[[ INPUT DATA open ]]

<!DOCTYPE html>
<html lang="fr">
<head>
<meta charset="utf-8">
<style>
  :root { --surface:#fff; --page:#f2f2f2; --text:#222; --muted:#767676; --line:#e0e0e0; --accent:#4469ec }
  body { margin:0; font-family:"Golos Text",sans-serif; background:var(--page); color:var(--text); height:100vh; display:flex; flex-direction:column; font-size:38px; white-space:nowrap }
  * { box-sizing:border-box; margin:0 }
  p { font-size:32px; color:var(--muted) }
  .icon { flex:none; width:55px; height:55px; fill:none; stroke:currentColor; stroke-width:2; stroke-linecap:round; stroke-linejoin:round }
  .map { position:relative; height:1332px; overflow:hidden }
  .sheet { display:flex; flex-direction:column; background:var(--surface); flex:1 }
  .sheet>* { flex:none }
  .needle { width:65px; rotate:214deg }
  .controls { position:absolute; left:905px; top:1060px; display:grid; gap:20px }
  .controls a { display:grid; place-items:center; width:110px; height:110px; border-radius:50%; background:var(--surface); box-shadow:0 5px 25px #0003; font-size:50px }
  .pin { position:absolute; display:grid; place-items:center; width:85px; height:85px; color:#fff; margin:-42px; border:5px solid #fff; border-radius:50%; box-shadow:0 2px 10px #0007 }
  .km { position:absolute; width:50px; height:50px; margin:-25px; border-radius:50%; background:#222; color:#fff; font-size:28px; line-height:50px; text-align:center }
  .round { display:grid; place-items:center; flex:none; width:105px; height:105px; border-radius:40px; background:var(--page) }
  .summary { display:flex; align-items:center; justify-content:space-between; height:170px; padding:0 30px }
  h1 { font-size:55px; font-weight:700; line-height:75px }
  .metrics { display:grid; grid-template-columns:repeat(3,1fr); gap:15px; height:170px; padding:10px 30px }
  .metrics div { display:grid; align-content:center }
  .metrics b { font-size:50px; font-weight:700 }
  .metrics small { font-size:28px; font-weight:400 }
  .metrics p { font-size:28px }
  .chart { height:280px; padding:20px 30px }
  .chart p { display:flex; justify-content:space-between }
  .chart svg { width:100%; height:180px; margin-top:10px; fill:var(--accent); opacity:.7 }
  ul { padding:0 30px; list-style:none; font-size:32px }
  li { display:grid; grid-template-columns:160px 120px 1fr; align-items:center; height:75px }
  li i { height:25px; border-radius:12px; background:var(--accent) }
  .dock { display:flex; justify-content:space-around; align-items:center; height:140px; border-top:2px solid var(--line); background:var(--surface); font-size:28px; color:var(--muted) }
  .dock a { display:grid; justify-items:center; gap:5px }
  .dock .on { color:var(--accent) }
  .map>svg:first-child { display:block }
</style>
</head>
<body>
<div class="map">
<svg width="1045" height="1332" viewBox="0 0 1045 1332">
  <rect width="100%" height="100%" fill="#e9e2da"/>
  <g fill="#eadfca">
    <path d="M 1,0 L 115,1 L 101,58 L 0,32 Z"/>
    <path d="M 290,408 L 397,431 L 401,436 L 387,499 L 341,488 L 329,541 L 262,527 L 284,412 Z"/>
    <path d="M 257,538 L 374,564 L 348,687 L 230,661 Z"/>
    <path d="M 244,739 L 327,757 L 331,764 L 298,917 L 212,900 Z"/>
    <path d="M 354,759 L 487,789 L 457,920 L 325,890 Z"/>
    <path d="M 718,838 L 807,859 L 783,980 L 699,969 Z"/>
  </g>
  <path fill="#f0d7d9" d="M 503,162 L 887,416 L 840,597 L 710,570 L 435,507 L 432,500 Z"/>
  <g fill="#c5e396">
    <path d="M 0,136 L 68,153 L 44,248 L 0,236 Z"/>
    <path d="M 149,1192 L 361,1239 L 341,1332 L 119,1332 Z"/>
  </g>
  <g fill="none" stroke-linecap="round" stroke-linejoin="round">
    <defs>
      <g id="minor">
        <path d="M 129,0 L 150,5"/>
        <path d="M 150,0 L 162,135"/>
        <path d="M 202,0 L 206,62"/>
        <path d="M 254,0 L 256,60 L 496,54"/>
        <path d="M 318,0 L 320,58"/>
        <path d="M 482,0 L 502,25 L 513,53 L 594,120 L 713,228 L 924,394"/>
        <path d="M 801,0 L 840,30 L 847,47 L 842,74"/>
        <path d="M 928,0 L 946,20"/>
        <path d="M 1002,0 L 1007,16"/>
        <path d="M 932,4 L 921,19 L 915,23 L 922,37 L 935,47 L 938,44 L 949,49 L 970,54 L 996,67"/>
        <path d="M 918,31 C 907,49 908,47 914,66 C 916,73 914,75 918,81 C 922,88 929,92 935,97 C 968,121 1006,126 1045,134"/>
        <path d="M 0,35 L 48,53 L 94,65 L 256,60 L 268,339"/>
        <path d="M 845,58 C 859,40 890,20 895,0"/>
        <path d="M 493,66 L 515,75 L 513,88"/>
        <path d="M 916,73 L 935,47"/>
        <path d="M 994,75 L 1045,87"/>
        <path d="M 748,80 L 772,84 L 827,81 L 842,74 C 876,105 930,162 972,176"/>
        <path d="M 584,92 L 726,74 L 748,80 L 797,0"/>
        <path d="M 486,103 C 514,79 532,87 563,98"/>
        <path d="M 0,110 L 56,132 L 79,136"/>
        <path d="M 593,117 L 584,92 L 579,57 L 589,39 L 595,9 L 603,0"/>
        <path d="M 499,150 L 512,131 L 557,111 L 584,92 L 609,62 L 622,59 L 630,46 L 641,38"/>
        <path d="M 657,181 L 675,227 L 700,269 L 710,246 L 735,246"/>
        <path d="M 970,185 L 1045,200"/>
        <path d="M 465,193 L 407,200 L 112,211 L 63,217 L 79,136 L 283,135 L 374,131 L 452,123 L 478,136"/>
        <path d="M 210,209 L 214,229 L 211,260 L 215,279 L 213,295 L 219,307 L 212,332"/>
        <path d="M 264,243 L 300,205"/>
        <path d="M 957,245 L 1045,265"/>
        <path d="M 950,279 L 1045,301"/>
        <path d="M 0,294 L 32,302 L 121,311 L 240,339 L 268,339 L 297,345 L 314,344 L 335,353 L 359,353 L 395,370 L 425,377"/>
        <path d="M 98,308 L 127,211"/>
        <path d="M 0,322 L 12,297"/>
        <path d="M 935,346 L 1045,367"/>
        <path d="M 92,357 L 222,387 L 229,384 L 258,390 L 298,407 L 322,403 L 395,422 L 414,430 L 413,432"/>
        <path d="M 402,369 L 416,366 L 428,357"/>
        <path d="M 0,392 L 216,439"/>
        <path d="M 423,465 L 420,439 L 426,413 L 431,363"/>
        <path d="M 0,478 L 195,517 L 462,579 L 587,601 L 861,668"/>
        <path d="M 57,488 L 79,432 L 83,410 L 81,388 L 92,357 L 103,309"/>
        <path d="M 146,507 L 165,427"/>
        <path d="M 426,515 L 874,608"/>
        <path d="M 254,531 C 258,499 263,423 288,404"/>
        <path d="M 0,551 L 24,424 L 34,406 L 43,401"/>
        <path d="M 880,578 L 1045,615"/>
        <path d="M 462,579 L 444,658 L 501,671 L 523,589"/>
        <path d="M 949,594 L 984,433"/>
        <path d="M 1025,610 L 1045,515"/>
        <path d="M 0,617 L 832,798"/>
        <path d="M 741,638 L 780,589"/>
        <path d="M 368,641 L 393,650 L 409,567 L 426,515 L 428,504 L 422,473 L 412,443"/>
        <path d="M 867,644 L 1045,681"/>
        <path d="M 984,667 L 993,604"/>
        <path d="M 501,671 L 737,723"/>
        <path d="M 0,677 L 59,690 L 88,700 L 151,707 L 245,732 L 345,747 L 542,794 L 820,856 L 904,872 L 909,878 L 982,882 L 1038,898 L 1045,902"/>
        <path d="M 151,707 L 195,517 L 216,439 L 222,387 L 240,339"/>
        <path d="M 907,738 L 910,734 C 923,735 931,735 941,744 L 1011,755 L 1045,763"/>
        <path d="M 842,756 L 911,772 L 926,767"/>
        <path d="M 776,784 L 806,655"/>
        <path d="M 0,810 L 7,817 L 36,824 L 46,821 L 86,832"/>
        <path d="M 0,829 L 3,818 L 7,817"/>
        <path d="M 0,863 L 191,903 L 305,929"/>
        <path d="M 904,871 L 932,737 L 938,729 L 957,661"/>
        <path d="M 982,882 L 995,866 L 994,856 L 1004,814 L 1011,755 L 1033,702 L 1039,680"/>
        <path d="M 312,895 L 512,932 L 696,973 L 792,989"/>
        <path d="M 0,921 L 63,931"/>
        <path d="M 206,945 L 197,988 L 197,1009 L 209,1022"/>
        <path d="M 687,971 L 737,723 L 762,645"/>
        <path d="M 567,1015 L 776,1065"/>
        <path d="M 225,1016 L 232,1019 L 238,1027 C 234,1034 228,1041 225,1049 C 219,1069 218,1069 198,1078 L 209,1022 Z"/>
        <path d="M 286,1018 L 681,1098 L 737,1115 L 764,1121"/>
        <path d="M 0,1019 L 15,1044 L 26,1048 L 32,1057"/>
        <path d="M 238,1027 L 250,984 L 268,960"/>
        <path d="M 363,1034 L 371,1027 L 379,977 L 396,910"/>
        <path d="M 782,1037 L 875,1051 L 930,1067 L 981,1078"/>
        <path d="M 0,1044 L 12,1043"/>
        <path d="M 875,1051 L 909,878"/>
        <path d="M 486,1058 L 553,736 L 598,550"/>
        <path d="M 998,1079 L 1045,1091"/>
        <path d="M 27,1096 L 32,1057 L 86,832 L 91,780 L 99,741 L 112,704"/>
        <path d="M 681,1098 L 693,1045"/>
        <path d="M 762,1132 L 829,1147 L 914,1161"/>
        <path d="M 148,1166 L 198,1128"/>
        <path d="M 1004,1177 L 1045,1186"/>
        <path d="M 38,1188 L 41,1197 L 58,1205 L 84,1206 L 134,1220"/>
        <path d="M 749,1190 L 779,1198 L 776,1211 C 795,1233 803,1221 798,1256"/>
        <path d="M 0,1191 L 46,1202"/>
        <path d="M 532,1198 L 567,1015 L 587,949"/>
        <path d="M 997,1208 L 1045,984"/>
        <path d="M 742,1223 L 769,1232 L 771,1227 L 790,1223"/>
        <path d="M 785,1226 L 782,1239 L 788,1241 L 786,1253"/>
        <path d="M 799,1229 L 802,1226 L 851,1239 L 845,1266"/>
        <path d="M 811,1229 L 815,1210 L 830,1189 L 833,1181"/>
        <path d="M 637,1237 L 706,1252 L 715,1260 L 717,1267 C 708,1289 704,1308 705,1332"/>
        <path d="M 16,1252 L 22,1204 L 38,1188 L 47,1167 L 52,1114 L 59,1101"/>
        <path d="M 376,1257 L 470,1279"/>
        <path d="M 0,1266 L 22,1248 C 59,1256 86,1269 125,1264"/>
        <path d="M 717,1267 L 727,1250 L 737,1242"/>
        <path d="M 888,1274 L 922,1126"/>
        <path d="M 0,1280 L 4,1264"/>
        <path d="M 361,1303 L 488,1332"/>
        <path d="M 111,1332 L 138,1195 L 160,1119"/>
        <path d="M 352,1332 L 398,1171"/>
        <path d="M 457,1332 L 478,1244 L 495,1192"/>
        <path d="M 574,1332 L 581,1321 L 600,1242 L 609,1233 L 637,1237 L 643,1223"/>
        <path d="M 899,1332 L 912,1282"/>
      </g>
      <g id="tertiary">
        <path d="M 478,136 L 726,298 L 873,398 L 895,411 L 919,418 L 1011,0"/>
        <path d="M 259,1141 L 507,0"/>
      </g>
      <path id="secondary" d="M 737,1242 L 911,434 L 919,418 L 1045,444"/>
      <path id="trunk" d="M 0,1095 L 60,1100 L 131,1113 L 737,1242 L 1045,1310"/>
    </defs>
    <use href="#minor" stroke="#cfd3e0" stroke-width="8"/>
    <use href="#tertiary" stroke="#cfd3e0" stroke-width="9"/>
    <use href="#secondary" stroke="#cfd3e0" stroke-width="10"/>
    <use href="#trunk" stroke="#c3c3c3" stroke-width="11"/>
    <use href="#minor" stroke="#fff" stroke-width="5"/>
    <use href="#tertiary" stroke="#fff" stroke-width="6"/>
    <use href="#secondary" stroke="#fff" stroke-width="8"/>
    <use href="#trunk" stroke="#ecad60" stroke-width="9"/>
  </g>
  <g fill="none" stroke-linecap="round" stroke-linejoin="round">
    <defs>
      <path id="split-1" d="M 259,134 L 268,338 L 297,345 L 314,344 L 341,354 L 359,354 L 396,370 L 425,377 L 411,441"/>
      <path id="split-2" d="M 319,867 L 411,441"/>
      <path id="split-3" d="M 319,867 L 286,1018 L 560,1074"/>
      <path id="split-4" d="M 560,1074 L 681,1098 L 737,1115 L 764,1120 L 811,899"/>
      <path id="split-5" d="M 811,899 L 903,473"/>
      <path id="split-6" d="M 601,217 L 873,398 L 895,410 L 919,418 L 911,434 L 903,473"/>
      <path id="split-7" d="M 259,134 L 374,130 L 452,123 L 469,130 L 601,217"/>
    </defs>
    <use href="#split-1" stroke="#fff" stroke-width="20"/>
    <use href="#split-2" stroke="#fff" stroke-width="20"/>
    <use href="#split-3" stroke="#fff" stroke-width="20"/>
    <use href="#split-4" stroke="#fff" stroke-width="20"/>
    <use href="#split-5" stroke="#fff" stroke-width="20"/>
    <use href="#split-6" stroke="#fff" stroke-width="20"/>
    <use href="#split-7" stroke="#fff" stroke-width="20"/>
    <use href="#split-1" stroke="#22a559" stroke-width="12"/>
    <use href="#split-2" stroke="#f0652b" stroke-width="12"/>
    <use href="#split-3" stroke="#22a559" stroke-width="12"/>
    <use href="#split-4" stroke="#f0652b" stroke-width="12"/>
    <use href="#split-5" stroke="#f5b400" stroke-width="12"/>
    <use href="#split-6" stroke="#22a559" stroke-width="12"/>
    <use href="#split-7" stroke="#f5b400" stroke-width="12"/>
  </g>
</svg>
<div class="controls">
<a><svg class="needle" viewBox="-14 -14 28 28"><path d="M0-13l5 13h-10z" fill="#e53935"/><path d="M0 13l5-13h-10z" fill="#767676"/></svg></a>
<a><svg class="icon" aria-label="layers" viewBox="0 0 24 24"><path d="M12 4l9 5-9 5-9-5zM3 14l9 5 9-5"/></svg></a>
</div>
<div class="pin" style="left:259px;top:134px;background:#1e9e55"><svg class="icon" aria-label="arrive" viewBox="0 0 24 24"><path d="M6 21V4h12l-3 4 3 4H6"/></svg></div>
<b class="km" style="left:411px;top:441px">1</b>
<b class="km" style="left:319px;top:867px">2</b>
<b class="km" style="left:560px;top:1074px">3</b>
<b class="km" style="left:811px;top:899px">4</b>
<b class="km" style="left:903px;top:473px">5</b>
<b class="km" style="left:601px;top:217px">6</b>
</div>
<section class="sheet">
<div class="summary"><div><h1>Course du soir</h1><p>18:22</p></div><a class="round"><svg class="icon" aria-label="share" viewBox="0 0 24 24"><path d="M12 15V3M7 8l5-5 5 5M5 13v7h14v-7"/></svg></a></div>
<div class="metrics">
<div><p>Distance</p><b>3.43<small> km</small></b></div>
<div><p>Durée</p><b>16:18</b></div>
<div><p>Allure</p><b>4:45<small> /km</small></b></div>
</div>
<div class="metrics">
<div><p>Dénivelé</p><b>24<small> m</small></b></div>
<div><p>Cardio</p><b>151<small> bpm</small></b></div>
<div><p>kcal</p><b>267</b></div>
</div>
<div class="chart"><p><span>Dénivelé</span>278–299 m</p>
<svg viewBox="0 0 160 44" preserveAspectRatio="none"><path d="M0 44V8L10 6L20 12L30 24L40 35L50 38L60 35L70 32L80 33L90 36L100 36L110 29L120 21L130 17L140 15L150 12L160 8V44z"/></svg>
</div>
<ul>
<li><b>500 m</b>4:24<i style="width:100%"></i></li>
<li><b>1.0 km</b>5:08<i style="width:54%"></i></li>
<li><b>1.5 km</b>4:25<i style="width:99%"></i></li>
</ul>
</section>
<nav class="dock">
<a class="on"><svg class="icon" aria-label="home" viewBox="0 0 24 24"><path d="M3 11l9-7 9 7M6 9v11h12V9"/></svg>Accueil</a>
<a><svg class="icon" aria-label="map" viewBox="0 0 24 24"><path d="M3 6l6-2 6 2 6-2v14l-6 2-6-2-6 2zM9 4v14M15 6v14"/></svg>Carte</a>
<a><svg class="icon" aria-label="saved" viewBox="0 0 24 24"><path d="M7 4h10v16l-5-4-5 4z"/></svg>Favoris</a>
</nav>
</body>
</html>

[[ INPUT DATA closed ]]

Report how many lines in the listing above contain the string "text", giving the number alone.

3